### TASK BRIEF
Where a line in the records below includes "family", pull that line out.

### EXTRACTED DATA
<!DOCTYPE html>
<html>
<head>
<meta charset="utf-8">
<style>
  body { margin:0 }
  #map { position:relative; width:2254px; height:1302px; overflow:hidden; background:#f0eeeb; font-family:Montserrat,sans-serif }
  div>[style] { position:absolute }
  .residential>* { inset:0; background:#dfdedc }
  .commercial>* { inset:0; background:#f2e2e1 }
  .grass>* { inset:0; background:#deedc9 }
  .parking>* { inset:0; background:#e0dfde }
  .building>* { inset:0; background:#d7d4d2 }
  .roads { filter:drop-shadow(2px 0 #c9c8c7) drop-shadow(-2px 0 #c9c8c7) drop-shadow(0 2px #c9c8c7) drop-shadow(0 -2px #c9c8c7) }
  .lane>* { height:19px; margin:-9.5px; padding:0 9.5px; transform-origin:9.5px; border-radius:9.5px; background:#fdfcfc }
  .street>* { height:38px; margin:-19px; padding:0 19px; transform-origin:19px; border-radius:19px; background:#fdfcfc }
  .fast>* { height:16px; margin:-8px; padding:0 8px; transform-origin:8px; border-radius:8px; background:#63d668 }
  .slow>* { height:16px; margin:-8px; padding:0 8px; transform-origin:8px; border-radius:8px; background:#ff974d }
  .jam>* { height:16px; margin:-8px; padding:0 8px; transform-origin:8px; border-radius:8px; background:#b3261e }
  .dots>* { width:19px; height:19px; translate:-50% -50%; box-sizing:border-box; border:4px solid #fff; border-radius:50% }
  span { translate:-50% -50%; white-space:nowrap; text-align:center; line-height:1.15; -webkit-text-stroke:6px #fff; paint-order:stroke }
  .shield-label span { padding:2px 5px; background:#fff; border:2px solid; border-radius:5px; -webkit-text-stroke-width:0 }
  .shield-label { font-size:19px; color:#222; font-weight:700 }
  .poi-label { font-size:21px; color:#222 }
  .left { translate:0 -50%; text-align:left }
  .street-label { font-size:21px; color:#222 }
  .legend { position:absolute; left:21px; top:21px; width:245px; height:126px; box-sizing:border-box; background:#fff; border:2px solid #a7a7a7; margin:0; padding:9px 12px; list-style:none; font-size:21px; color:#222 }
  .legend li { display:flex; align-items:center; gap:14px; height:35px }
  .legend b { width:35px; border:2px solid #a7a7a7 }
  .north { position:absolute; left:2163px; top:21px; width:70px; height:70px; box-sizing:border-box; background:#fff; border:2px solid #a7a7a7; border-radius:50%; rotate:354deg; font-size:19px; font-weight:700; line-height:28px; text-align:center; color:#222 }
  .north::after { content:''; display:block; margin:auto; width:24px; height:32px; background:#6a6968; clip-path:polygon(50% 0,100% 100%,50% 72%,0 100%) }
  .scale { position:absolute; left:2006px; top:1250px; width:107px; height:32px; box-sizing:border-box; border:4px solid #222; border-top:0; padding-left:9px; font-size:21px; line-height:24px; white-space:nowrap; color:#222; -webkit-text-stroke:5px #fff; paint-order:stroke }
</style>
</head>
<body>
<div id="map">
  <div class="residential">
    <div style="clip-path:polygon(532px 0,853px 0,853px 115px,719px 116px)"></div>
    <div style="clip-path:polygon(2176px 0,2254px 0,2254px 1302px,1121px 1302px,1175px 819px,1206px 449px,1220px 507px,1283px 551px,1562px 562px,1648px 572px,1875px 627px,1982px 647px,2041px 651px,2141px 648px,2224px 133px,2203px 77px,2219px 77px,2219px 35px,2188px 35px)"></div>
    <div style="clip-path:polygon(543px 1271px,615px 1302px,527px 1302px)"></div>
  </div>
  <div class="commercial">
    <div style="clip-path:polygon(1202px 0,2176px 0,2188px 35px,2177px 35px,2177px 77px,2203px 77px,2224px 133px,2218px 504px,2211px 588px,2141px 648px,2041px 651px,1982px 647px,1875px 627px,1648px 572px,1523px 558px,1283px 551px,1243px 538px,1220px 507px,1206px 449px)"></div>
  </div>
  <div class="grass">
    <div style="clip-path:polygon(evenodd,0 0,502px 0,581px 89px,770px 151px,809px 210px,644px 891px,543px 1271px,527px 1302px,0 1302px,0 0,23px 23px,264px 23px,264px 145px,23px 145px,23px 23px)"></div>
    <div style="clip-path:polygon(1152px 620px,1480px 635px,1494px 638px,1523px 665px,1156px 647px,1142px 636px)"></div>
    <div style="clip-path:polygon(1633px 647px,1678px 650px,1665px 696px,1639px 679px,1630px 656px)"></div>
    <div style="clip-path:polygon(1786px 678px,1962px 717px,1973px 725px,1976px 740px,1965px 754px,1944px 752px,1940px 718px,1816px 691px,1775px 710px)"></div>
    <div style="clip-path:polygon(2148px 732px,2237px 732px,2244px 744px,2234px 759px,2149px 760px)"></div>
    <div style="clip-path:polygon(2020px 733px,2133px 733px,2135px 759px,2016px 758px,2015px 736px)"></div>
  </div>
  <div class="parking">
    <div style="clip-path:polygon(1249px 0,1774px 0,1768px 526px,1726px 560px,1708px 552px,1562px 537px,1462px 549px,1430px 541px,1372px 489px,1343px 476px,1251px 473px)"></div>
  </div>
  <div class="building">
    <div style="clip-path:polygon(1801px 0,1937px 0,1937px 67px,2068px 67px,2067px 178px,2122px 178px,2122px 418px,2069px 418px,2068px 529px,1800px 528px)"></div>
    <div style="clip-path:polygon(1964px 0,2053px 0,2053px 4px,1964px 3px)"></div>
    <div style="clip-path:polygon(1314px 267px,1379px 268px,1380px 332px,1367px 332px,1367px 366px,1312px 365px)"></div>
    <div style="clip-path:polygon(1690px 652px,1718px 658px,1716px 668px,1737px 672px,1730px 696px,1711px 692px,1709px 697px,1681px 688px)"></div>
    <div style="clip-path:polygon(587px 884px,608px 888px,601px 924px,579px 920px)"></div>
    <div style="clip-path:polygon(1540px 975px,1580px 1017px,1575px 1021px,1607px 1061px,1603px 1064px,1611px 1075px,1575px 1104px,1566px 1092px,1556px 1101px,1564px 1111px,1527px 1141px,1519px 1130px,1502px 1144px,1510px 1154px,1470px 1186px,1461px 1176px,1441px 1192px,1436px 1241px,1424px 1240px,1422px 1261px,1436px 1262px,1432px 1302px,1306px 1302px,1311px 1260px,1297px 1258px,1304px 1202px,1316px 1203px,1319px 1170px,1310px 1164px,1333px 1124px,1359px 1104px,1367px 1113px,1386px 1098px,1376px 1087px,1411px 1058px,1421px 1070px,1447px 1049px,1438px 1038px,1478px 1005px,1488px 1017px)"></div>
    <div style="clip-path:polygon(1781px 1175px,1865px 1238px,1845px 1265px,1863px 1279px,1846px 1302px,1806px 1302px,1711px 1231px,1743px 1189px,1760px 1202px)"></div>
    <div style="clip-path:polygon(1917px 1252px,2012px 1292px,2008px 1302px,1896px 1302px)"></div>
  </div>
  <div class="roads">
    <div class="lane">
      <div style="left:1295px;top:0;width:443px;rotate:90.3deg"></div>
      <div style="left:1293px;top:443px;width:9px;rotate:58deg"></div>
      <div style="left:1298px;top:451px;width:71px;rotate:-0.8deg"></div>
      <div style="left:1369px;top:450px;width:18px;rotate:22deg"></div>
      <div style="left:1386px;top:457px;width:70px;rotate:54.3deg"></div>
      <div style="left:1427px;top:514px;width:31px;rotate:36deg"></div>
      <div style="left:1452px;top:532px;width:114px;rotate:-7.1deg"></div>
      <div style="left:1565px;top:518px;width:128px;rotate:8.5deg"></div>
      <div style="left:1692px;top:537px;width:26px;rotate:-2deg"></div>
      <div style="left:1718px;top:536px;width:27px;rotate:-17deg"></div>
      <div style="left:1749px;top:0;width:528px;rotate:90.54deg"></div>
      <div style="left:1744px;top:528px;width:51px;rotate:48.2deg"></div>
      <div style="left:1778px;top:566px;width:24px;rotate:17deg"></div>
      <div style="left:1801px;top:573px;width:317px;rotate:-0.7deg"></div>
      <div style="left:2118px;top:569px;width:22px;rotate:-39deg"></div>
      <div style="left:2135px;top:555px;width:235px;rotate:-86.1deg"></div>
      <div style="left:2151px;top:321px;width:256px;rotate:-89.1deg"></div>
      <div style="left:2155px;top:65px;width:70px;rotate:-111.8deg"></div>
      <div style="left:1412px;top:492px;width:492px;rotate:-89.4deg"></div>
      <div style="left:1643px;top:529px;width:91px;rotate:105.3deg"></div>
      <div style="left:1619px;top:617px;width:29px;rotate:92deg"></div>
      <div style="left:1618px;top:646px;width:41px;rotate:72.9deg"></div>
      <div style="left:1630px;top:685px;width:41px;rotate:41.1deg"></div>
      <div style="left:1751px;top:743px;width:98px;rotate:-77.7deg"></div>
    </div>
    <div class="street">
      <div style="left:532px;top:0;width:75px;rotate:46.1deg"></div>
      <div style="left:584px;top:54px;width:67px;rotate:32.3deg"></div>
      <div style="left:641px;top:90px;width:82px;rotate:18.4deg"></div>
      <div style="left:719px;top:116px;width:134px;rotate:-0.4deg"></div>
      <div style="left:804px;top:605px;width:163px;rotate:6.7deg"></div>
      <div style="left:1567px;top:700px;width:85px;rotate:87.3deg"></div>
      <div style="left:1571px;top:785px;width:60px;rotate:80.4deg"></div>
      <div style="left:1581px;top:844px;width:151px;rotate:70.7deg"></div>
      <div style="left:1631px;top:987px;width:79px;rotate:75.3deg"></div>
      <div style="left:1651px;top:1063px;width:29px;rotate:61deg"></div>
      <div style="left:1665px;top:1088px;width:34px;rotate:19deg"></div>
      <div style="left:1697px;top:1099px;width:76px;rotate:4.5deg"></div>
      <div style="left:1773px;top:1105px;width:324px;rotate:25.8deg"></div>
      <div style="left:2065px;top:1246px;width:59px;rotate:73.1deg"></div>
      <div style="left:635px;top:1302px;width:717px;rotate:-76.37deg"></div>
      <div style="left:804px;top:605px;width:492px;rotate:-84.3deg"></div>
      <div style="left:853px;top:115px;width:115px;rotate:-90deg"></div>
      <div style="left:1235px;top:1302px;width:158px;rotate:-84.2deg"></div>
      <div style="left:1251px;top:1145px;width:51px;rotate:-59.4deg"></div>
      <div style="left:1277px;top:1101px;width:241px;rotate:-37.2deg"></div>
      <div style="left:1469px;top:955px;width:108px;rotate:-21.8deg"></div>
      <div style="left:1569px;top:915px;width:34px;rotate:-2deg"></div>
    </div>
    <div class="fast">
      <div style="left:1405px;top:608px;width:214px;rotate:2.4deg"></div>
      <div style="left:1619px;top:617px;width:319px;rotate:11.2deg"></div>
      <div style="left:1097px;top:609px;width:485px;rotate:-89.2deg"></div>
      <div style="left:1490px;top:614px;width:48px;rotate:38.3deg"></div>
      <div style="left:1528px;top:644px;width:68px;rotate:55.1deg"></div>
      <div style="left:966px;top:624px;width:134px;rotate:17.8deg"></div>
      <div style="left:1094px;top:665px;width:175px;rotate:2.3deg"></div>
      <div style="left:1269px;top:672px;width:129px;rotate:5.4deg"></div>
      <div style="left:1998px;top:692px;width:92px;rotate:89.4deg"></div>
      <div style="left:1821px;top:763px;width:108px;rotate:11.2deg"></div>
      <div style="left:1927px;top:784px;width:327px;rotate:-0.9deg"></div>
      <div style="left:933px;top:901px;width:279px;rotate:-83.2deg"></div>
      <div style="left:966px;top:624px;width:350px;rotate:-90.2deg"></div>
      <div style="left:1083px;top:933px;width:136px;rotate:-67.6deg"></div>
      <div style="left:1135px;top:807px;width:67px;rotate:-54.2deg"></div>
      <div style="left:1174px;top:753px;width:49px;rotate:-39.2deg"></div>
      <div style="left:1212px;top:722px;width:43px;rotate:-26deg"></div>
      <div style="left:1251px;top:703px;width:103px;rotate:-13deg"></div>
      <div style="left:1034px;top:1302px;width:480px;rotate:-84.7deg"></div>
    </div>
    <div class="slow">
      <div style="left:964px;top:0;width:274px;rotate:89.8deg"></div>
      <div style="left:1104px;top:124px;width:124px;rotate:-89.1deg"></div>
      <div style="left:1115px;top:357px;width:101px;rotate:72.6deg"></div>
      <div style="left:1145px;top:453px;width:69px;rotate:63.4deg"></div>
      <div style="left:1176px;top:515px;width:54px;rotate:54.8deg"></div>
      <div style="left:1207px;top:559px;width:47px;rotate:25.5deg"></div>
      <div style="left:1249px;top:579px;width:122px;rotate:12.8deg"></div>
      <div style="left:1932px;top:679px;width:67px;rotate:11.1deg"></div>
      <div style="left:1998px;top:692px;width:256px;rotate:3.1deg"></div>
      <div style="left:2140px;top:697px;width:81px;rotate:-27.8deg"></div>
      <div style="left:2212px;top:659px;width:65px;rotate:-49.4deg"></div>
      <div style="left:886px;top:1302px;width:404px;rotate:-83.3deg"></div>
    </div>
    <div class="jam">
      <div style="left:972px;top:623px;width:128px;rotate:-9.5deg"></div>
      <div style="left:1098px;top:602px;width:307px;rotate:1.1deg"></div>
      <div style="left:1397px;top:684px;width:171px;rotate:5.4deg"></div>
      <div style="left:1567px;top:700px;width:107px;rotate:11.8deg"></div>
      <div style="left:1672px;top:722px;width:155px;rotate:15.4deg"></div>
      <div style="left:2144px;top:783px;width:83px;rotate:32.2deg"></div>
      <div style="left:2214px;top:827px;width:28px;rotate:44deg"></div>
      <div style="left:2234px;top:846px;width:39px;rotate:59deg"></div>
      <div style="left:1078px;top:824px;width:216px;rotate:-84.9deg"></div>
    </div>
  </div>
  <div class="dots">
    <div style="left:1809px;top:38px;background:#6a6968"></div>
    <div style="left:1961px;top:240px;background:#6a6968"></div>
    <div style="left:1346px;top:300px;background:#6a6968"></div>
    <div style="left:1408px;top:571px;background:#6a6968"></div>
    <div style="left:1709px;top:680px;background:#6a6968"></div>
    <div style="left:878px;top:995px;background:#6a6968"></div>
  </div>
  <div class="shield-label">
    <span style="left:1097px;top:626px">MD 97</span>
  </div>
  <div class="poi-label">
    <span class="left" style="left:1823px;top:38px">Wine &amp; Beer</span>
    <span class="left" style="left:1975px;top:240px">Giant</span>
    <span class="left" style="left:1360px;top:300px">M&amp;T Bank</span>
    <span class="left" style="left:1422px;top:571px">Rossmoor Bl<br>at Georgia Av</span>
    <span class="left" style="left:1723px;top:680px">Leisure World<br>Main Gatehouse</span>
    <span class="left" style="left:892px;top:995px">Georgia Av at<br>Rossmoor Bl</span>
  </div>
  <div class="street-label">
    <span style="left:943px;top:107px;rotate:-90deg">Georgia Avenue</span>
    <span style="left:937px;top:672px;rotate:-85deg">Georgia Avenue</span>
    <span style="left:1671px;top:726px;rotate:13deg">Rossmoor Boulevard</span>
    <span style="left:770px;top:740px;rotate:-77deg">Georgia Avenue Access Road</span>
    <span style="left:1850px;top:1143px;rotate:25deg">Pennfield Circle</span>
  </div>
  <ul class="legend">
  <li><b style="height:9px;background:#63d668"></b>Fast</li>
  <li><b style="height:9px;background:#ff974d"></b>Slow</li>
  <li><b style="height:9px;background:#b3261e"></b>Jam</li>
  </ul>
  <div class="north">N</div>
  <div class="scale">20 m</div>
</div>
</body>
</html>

==

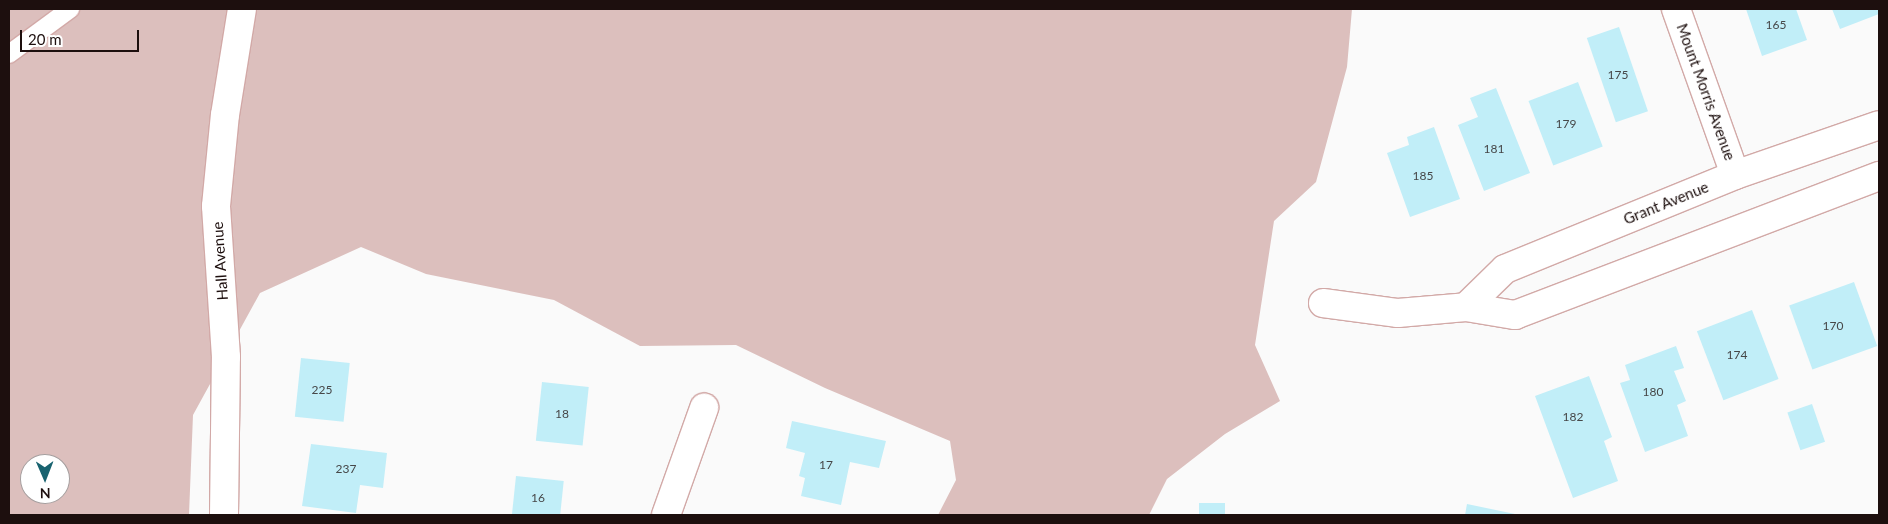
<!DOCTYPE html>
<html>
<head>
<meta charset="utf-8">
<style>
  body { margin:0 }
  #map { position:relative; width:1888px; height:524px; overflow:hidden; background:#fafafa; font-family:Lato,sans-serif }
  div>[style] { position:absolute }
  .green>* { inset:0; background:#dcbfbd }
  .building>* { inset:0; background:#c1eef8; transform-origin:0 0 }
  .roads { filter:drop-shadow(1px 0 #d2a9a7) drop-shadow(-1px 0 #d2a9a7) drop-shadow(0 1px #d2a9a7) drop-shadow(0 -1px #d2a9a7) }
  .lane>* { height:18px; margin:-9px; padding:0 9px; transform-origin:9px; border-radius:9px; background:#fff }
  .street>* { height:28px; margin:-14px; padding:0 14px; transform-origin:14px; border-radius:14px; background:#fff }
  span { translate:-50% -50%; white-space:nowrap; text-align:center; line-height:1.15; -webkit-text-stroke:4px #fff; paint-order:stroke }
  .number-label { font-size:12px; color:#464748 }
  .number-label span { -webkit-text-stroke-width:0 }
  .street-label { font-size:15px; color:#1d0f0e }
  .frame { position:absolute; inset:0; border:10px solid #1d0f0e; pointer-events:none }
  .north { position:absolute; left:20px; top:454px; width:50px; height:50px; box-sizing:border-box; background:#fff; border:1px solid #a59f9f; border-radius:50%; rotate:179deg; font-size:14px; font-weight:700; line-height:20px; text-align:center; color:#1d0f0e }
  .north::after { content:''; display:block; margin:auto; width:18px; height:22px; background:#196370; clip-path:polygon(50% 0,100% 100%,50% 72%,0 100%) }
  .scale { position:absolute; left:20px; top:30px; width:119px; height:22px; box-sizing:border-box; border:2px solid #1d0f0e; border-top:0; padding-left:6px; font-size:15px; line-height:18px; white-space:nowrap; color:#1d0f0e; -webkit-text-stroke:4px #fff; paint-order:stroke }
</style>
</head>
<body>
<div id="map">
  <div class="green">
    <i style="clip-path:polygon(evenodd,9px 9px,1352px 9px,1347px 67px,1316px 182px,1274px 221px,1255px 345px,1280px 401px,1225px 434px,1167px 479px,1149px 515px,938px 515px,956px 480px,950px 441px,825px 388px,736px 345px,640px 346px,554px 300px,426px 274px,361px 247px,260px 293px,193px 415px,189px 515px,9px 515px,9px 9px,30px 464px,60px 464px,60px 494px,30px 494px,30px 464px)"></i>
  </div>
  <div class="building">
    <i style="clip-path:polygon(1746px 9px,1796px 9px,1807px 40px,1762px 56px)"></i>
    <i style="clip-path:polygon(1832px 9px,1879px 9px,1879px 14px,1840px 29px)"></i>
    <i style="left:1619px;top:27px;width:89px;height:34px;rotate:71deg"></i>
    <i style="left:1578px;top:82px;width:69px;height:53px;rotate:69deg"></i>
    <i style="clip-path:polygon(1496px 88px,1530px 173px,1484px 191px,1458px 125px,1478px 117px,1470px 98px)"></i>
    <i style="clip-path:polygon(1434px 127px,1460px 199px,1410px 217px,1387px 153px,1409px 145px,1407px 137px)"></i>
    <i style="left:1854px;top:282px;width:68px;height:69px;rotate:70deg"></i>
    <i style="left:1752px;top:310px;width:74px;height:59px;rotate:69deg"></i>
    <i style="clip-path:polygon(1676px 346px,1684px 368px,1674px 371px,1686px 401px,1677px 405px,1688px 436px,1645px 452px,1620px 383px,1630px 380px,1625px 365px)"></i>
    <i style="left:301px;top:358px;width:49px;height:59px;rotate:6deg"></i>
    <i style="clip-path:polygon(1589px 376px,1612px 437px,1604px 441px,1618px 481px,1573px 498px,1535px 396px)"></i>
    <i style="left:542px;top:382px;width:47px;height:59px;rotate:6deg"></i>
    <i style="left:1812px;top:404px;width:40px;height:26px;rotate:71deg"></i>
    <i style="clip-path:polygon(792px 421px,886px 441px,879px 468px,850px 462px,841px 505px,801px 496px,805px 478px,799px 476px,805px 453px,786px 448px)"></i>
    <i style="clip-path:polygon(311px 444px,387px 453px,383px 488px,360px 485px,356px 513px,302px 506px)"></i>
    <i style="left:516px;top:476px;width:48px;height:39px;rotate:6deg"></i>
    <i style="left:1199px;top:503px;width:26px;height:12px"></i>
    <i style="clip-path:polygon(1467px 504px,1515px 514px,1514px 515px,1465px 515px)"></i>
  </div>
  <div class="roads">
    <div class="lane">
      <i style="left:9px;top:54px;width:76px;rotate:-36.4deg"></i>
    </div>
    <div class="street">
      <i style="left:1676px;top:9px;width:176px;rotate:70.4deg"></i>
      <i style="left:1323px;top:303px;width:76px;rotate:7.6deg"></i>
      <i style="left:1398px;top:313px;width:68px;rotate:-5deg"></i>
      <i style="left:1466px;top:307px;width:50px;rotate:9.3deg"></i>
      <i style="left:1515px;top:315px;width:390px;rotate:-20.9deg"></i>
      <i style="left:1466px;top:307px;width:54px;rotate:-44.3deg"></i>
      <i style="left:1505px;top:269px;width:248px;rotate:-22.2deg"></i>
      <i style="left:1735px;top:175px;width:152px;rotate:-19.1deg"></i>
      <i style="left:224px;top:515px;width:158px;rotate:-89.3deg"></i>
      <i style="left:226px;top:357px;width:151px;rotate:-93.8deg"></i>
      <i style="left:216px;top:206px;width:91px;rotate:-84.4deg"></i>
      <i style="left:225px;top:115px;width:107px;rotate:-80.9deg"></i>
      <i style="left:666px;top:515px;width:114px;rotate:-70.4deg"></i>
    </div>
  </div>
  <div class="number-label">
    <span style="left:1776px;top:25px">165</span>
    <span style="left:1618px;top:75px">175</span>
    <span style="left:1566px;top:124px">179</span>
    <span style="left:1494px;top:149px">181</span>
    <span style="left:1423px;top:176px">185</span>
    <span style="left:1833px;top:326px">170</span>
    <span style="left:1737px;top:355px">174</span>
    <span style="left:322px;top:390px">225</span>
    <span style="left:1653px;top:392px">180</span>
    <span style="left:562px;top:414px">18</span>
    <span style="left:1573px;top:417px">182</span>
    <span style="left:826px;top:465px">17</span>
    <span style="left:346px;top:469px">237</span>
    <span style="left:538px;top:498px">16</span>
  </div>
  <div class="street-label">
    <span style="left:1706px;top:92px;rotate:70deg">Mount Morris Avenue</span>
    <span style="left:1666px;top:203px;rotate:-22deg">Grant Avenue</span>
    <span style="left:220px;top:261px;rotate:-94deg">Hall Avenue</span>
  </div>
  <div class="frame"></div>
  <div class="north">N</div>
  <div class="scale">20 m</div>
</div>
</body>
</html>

### SOLUTION BELOW
  #map { position:relative; width:2254px; height:1302px; overflow:hidden; background:#f0eeeb; font-family:Montserrat,sans-serif }
  #map { position:relative; width:1888px; height:524px; overflow:hidden; background:#fafafa; font-family:Lato,sans-serif }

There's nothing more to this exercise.